SINGAPORE-The once sleepy telecommunications market in technology-centric Taiwan is finally stirring from its slumber.

Having taken a back seat to the country’s more well-known semiconductor industry until now, Taiwan’s mobile-phone industry has now become one of the fastest-growing sectors in Taiwan, if not all of Asia.

The four cellular operators have signed on 15.13 million subscribers out of a population of 22 million.

In fact, analysts said the number of mobile-phone units in use could in fact be higher than the 69-percent wireless penetration rate suggests, because it has become fashionable for people to own two or more mobile phones.

Carl Berrisford, a telecommunications analyst at Indosuez W.I. Carr Securities in Taiwan, was recently quoted as saying there would be as many as 16.5 million mobile-phone customers on the island by year-end.

“A combination of demographics and earning power” is pushing more people in Taiwan to have at least one mobile phone, he said in a recent Bloomberg report.

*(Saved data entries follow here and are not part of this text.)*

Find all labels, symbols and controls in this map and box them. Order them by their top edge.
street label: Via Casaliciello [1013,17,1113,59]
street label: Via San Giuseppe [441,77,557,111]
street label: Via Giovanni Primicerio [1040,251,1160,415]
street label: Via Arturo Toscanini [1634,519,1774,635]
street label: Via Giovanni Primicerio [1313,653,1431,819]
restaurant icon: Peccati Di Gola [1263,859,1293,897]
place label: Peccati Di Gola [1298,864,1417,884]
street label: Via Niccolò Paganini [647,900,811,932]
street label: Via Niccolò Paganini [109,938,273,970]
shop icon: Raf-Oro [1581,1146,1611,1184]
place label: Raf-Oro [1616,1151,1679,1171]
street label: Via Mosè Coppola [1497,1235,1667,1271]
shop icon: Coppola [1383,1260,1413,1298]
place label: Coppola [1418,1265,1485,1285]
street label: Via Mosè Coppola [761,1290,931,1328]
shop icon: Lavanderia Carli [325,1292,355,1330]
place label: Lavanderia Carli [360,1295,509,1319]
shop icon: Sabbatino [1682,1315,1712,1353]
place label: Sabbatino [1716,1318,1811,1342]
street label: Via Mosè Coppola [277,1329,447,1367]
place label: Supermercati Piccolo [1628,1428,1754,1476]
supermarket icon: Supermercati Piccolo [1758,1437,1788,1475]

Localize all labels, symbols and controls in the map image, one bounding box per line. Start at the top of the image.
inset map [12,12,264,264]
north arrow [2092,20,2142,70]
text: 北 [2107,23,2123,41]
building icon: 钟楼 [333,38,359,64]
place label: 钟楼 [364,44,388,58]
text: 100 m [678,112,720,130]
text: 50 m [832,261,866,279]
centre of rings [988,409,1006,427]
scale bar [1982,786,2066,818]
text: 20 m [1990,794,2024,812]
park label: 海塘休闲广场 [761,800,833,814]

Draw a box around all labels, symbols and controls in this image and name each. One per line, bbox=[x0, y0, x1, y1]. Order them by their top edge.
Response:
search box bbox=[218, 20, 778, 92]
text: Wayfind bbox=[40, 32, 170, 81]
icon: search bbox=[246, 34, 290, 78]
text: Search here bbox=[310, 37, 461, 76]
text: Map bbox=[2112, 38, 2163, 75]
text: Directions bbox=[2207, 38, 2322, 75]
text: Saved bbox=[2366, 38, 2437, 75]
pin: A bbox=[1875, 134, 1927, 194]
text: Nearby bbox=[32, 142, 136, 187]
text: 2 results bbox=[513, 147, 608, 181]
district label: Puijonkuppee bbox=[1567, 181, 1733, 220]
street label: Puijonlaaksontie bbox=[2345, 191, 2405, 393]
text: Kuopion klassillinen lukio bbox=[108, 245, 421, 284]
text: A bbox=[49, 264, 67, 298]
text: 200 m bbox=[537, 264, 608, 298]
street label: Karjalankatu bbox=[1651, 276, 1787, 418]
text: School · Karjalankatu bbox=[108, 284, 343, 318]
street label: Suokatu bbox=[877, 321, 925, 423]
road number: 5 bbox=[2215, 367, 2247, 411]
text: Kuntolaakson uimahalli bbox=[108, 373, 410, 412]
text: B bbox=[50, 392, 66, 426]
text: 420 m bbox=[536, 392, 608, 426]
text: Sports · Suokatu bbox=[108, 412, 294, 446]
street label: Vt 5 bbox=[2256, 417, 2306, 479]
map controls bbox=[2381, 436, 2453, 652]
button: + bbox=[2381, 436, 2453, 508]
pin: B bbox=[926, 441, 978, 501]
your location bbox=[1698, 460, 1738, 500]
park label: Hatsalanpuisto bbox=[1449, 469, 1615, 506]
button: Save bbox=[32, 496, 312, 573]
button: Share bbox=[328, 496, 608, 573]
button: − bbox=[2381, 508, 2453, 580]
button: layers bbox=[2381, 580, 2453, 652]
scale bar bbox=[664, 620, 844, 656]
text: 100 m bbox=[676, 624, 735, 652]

Morgan Stanley Dean Witter recently described the Taiwan phone market as being poised for “a better future.” It said Taiwan, with its emphasis on high-tech development, promoted a technologically sophisticated culture.

“We think that this, together with a fairly even distribution of wealth across the population, provides an ideal environment for the growth of cellular and Internet services,” the company said in a country report dated 3 October, 2000.

The Taiwanese telecommunications market was one of the last developed markets in Asia to be liberalized.

Chunghwa Telecom, which has been monopolizing the industry for more than 40 years, lost its exclusive license in 1997, when the market was thrown open to cellular service providers. Since then, six private wireless carriers have sprung up and slashed Chunghwa’s market share from 100 percent to 45 percent. The country’s mobile market increased from 1.5 million users to 10 million subscribers in the first two years following liberalization, a fivefold increase from 1997 to 1999.

Of the six, four-Far EasTone, Chunghwa Telecom, Taiwan Cellular and KG Telecommunications-have licenses to provide nationwide services. Mobitai has a license to provide mobile services for central Taiwan, while TransAsia has a license to deliver services to southern Taiwan. The biggest cellular operator today is Taiwan Cellular, which commands a 30-percent market share. It had 4.56 million customers as of the end of July, compared with Chunghwa’s 4 million.

In fact, the telecommunications industry in Taiwan is doing so well the government is considering awarding additional CDMA licenses to cellular operators. Chunghwa Telecom is planning to launch its CDMA service in July 2001 and plans eventually to use a 114 kilobits per second (kbps) system.

Taiwan has yet to announce its 3G licensing plans.